These last few weeks days have been busy and I don’t see an end in sight!
Tuesday morning called for an early gym visit and my favorite spinning class. But first I gulped down some coffee and a banana. Working out on an empty stomach? Not for this girl.
Spin class music was awesome this week and the 45 minutes of cycling flew by. Immediately after getting off the bike, I hopped on a treadmill (um…remember that triathlon I’m signed up for?). I ran 3 miles:
- mile 1- 8:50 pace
- mile 2- 7:30 pace
- mile 3- 7:30 pace (this pace feels A LOT easier than it used to, but still not easy/comfortable)
After a quick stretch and a shower, I was off to work. I was positively starving on the 1 train, so I gobbled down my Nature’s Path peanut butter granola bar (tastes like a rice crispy treat!) and then made myself a decaf cappuccino when I got to the office.
Breakfast, part #3 was a cup of Kashi Go Lean and a Stonyfield Farm non-fat strawberry yogurt. Gimme food.
I actually managed to break loose from my desk during the lunch hour and walked to and fro the library (I heart free books!) and then filled up with a large and lovely salad.
- romaine, shredded carrots, mushrooms, onions, roasted red pepper
- tasting of white bean and artichoke salad
- tasting of potato and tuna salad
- croutons, dried cranberries, feta cheese, balsamic vinaigrette
And a banana nut vita top on the side. 6 grams of fiber, woo.

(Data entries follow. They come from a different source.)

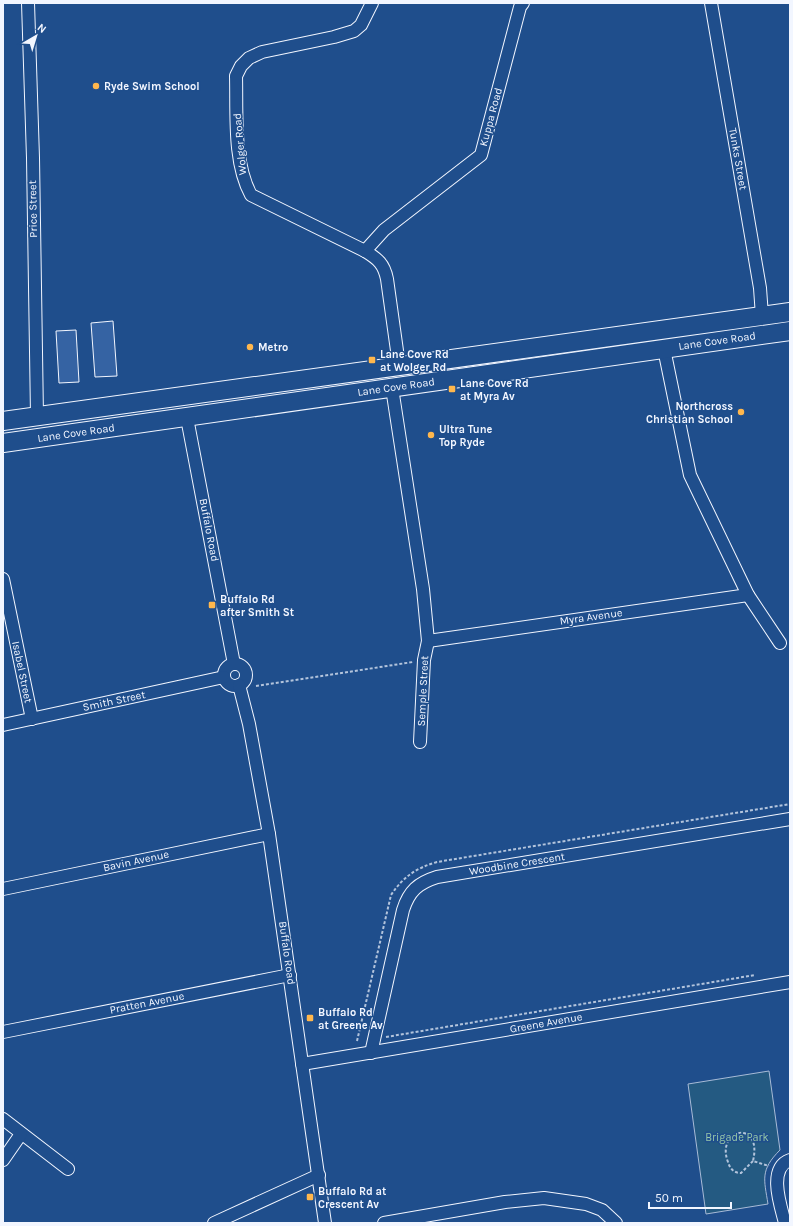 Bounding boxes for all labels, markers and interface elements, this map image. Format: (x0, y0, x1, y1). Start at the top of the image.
north arrow (16, 16, 56, 56)
text: N (35, 21, 49, 36)
place label: Ryde Swim School (104, 80, 200, 93)
marker: Ryde Swim School (91, 81, 101, 91)
street label: Kuppa Road (477, 86, 505, 148)
street label: Wolger Road (231, 112, 249, 176)
street label: Tunks Street (726, 127, 750, 191)
street label: Price Street (26, 180, 40, 238)
street label: Lane Cove Road (677, 329, 757, 353)
place label: Metro (258, 341, 288, 354)
marker: Metro (245, 342, 255, 352)
place label: Lane Cove Rd at Wolger Rd (380, 348, 449, 374)
marker: Lane Cove Rd at Wolger Rd (367, 355, 377, 365)
street label: Lane Cove Road (356, 375, 436, 399)
place label: Lane Cove Rd at Myra Av (460, 377, 529, 403)
marker: Lane Cove Rd at Myra Av (447, 384, 457, 394)
place label: Northcross Christian School (646, 400, 733, 426)
marker: Northcross Christian School (736, 407, 746, 417)
street label: Lane Cove Road (36, 421, 116, 445)
place label: Ultra Tune Top Ryde (439, 423, 492, 449)
marker: Ultra Tune Top Ryde (426, 430, 436, 440)
street label: Buffalo Road (197, 497, 221, 563)
place label: Buffalo Rd after Smith St (220, 593, 295, 619)
marker: Buffalo Rd after Smith St (207, 600, 217, 610)
street label: Myra Avenue (559, 606, 624, 628)
street label: Isabel Street (9, 640, 35, 704)
street label: Semple Street (415, 655, 431, 727)
street label: Smith Street (81, 688, 147, 714)
street label: Bavin Avenue (102, 848, 171, 874)
street label: Woodbine Crescent (468, 850, 566, 878)
street label: Buffalo Road (276, 920, 298, 986)
street label: Pratten Avenue (109, 989, 186, 1017)
place label: Buffalo Rd at Greene Av (318, 1006, 383, 1032)
street label: Greene Avenue (509, 1010, 584, 1036)
marker: Buffalo Rd at Greene Av (305, 1013, 315, 1023)
park label: Brigade Park (705, 1131, 769, 1144)
scale bar (649, 1184, 731, 1210)
place label: Buffalo Rd at Crescent Av (318, 1185, 387, 1211)
text: 50 m (655, 1191, 683, 1205)
marker: Buffalo Rd at Crescent Av (305, 1192, 315, 1202)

Mid-afternoon called for a cuppa tea and a biscotti.
The best part of my day was when I got home from work and had the whole evening free to play around in the kitchen. I love nights like that!
Awhile back I received a new cookbook to review – Moosewood Restaurant: Cooking for Health
I really enjoy the cookbooks from the Moosewood Collective. Life goal: Eat at the actual restaurant in Ithaca, NY. This book is packed with tons of yummy vegetarian recipes with an emphasis on seasonal produce, whole grains, and beans.
I’m working with the folks at Simon & Schuster on getting permission to post the actual recipe, so stay tuned! Until then, you can look at my photos of the process and use your imagination
The cold, windy weather called for something warm and comforting, so I decided to make the Savory Asparagus and Mushroom Bread Pudding. Look at all those veggies!!!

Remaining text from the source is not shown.